(DATA PROVIDED Opens)

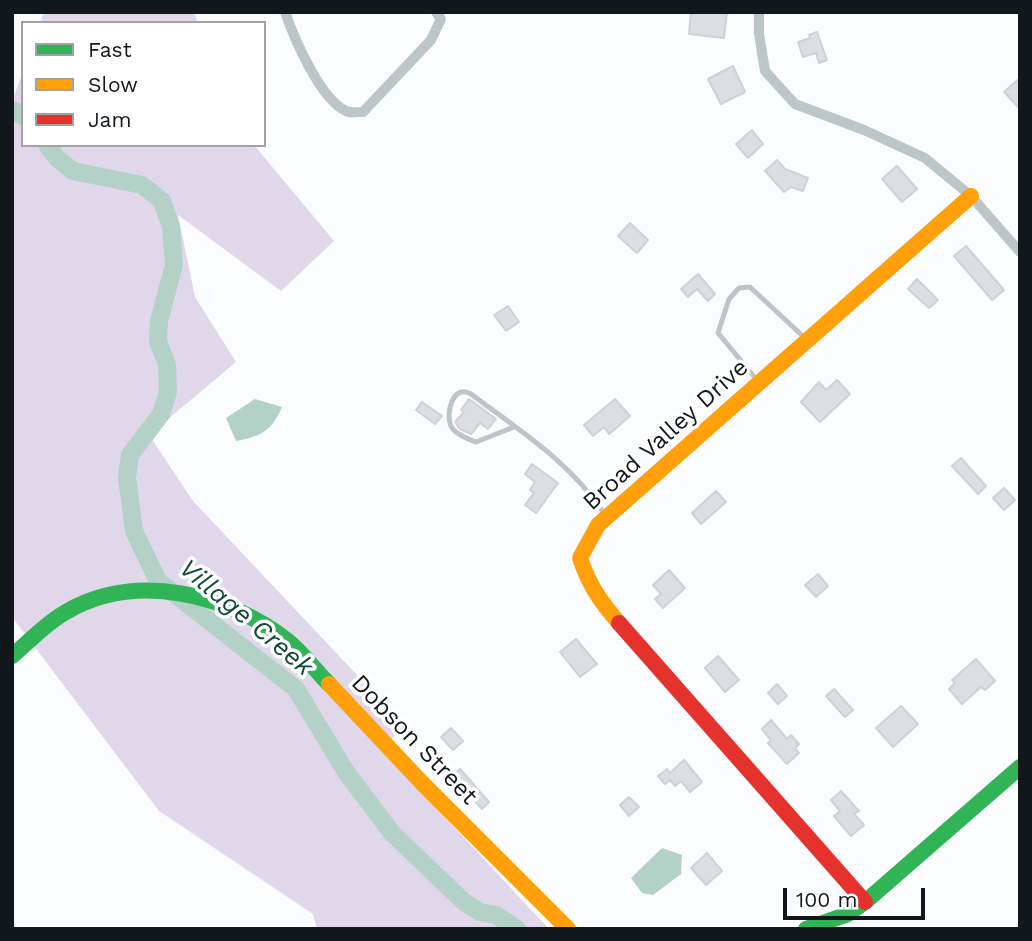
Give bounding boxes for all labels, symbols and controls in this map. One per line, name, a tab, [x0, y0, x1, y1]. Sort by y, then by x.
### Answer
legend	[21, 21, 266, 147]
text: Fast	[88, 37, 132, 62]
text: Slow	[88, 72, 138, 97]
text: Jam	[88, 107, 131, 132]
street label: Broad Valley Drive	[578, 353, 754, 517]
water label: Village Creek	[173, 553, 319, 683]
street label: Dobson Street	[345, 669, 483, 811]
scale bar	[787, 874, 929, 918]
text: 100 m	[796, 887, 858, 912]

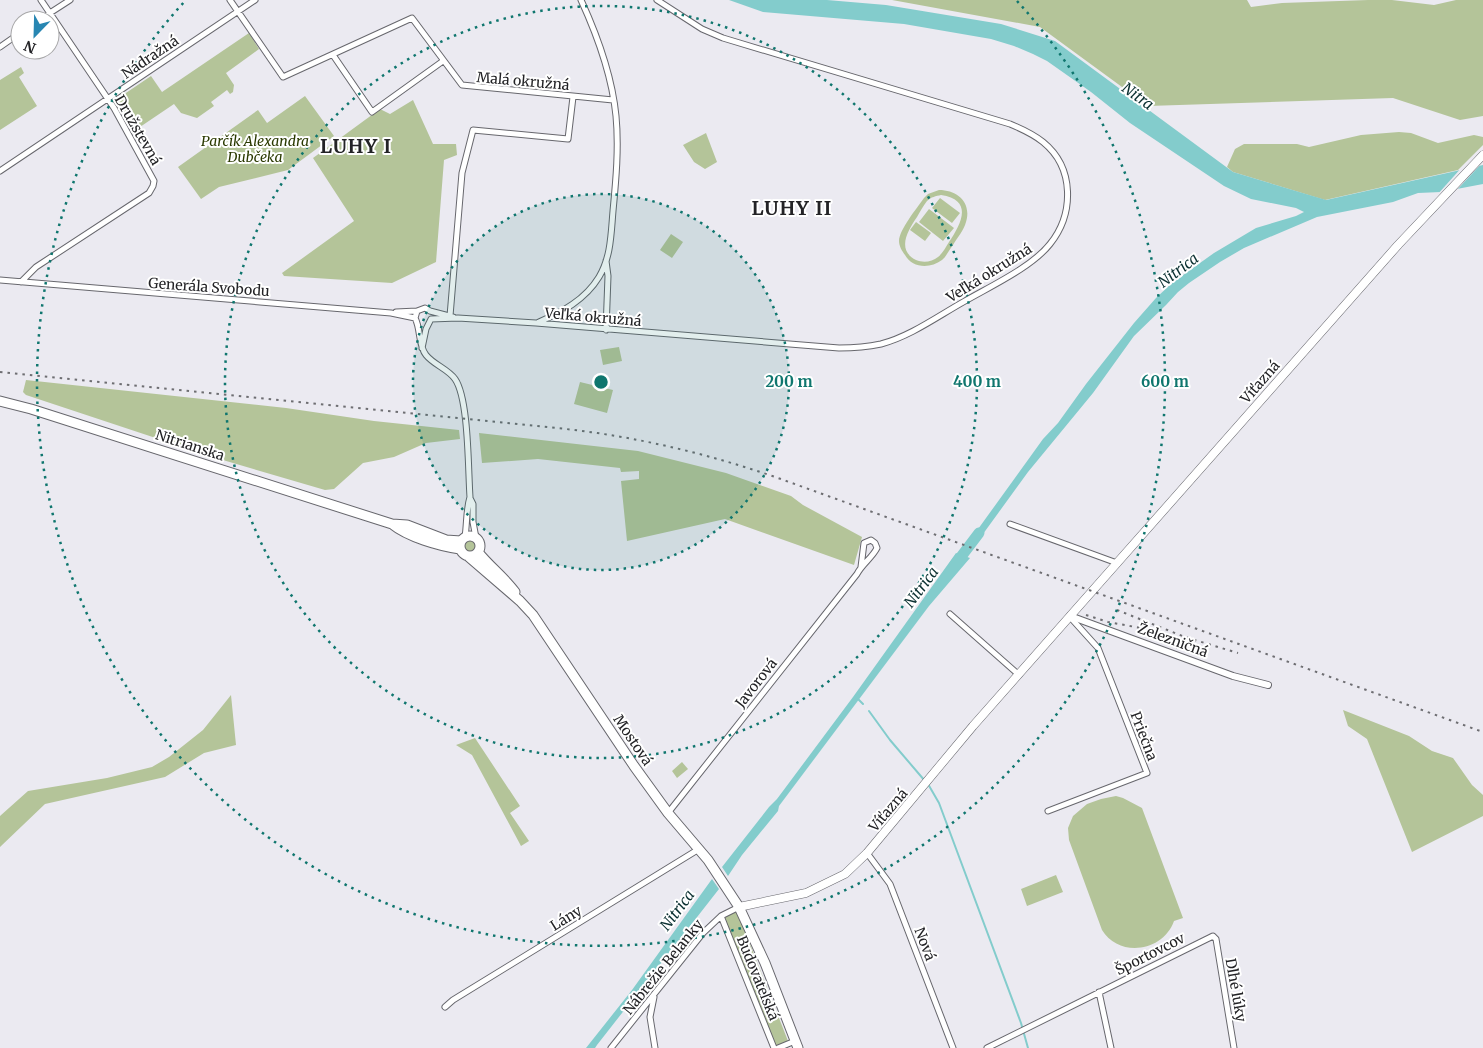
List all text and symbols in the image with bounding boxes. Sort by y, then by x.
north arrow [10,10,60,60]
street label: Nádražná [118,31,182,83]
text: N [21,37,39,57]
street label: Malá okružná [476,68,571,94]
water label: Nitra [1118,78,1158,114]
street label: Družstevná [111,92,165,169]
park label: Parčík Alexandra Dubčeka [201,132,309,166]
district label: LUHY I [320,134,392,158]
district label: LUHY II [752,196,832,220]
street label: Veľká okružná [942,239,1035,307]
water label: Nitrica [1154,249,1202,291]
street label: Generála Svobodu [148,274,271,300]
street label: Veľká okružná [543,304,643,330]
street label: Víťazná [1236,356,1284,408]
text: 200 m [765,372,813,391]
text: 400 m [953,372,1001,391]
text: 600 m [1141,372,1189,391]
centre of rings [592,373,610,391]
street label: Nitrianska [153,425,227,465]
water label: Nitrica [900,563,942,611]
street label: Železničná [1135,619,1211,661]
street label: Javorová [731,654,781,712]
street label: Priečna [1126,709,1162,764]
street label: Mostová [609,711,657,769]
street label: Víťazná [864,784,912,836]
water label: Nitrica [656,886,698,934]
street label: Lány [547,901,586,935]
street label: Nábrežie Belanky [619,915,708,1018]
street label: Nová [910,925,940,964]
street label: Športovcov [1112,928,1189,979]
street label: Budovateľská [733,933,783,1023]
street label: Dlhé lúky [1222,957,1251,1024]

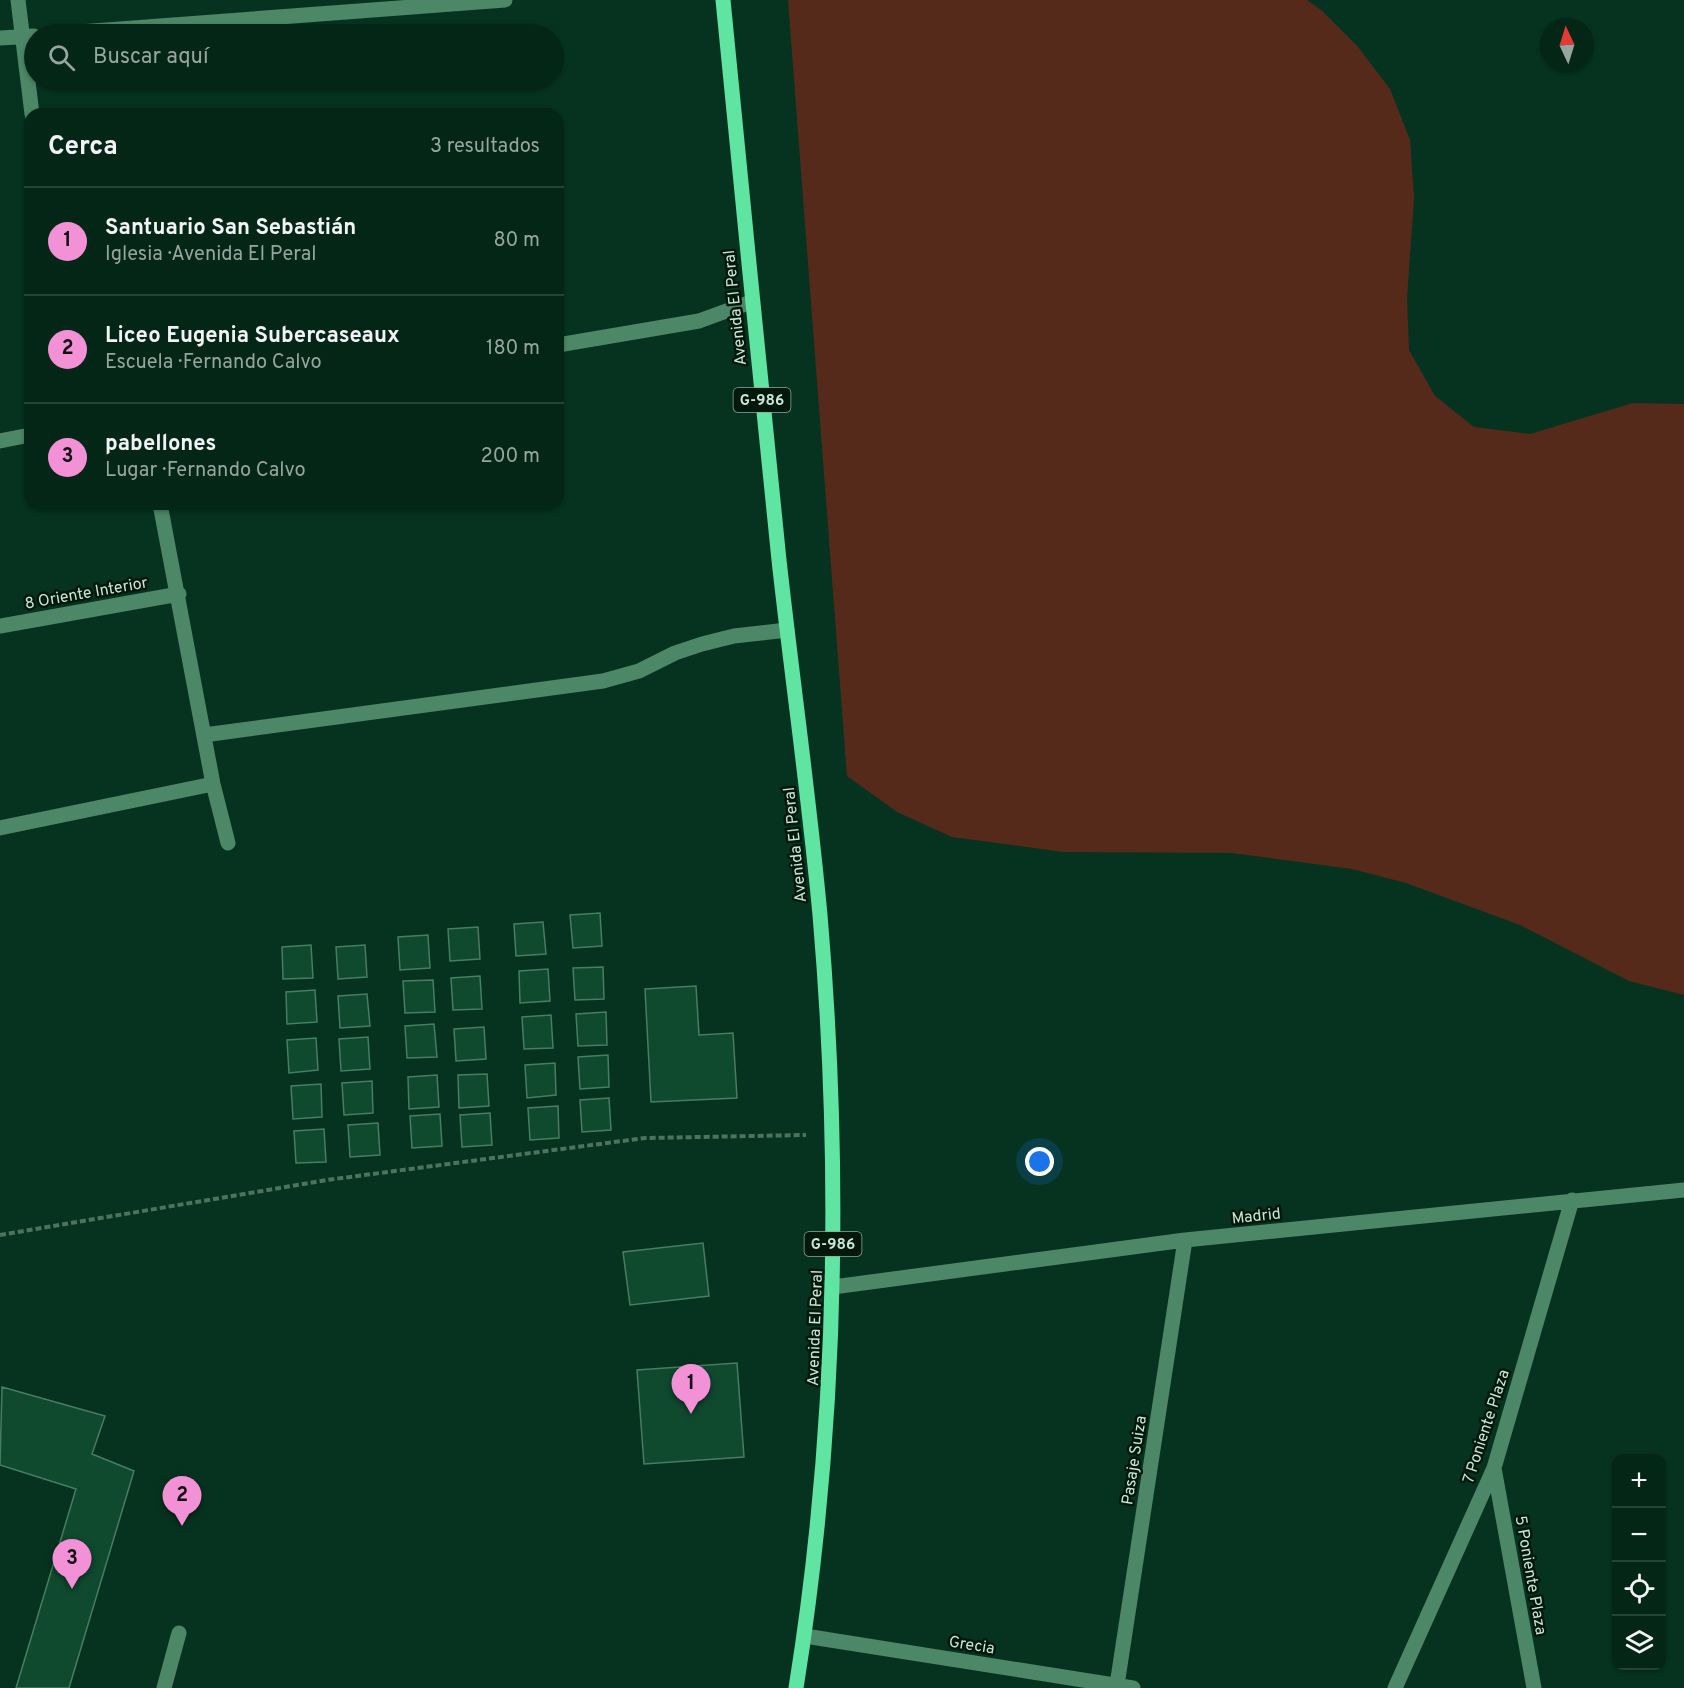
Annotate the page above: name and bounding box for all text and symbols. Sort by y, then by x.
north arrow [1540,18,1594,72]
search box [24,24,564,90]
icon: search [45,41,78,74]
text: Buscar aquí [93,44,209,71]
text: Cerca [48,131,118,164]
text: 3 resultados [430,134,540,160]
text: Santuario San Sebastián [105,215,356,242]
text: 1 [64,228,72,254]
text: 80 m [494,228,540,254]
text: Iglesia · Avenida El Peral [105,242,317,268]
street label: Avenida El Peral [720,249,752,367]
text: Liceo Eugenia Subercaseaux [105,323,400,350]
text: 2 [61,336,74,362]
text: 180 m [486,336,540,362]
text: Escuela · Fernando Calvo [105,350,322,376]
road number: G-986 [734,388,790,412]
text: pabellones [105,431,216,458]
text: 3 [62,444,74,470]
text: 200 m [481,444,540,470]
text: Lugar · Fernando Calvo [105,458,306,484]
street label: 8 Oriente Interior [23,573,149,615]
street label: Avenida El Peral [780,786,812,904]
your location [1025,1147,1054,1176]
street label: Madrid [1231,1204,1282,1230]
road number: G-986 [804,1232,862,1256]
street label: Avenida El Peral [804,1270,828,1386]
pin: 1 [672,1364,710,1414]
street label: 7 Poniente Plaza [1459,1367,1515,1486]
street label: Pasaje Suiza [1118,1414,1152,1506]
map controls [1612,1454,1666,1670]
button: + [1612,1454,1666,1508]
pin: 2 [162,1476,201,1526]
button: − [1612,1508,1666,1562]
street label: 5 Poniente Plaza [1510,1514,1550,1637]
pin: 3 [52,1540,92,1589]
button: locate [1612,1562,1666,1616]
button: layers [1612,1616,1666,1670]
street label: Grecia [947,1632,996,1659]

(DATA PROVIDED Closes)

- _WORK ITEM_: All the records above must be retyped exactly, except for their pictures.

- _EXERCISE SOLUTION_:
Give bounding boxes for all labels, symbols and controls in this map. One per line, name, a tab, [x0, y0, x1, y1]. Sort by y, then by x.
### Answer
legend	[21, 21, 266, 147]
text: Fast	[88, 37, 132, 62]
text: Slow	[88, 72, 138, 97]
text: Jam	[88, 107, 131, 132]
street label: Broad Valley Drive	[578, 353, 754, 517]
water label: Village Creek	[173, 553, 319, 683]
street label: Dobson Street	[345, 669, 483, 811]
scale bar	[787, 874, 929, 918]
text: 100 m	[796, 887, 858, 912]

List all text and symbols in the image with bounding boxes. Sort by y, then by x.
north arrow [10,10,60,60]
street label: Nádražná [118,31,182,83]
text: N [21,37,39,57]
street label: Malá okružná [476,68,571,94]
water label: Nitra [1118,78,1158,114]
street label: Družstevná [111,92,165,169]
park label: Parčík Alexandra Dubčeka [201,132,309,166]
district label: LUHY I [320,134,392,158]
district label: LUHY II [752,196,832,220]
street label: Veľká okružná [942,239,1035,307]
water label: Nitrica [1154,249,1202,291]
street label: Generála Svobodu [148,274,271,300]
street label: Veľká okružná [543,304,643,330]
street label: Víťazná [1236,356,1284,408]
text: 200 m [765,372,813,391]
text: 400 m [953,372,1001,391]
text: 600 m [1141,372,1189,391]
centre of rings [592,373,610,391]
street label: Nitrianska [153,425,227,465]
water label: Nitrica [900,563,942,611]
street label: Železničná [1135,619,1211,661]
street label: Javorová [731,654,781,712]
street label: Priečna [1126,709,1162,764]
street label: Mostová [609,711,657,769]
street label: Víťazná [864,784,912,836]
water label: Nitrica [656,886,698,934]
street label: Lány [547,901,586,935]
street label: Nábrežie Belanky [619,915,708,1018]
street label: Nová [910,925,940,964]
street label: Športovcov [1112,928,1189,979]
street label: Budovateľská [733,933,783,1023]
street label: Dlhé lúky [1222,957,1251,1024]

Annotate the page above: name and bounding box for all text and symbols. Sort by y, then by x.
north arrow [1540,18,1594,72]
search box [24,24,564,90]
icon: search [45,41,78,74]
text: Buscar aquí [93,44,209,71]
text: Cerca [48,131,118,164]
text: 3 resultados [430,134,540,160]
text: Santuario San Sebastián [105,215,356,242]
text: 1 [64,228,72,254]
text: 80 m [494,228,540,254]
text: Iglesia · Avenida El Peral [105,242,317,268]
street label: Avenida El Peral [720,249,752,367]
text: Liceo Eugenia Subercaseaux [105,323,400,350]
text: 2 [61,336,74,362]
text: 180 m [486,336,540,362]
text: Escuela · Fernando Calvo [105,350,322,376]
road number: G-986 [734,388,790,412]
text: pabellones [105,431,216,458]
text: 3 [62,444,74,470]
text: 200 m [481,444,540,470]
text: Lugar · Fernando Calvo [105,458,306,484]
street label: 8 Oriente Interior [23,573,149,615]
street label: Avenida El Peral [780,786,812,904]
your location [1025,1147,1054,1176]
street label: Madrid [1231,1204,1282,1230]
road number: G-986 [804,1232,862,1256]
street label: Avenida El Peral [804,1270,828,1386]
pin: 1 [672,1364,710,1414]
street label: 7 Poniente Plaza [1459,1367,1515,1486]
street label: Pasaje Suiza [1118,1414,1152,1506]
map controls [1612,1454,1666,1670]
button: + [1612,1454,1666,1508]
pin: 2 [162,1476,201,1526]
button: − [1612,1508,1666,1562]
street label: 5 Poniente Plaza [1510,1514,1550,1637]
pin: 3 [52,1540,92,1589]
button: locate [1612,1562,1666,1616]
button: layers [1612,1616,1666,1670]
street label: Grecia [947,1632,996,1659]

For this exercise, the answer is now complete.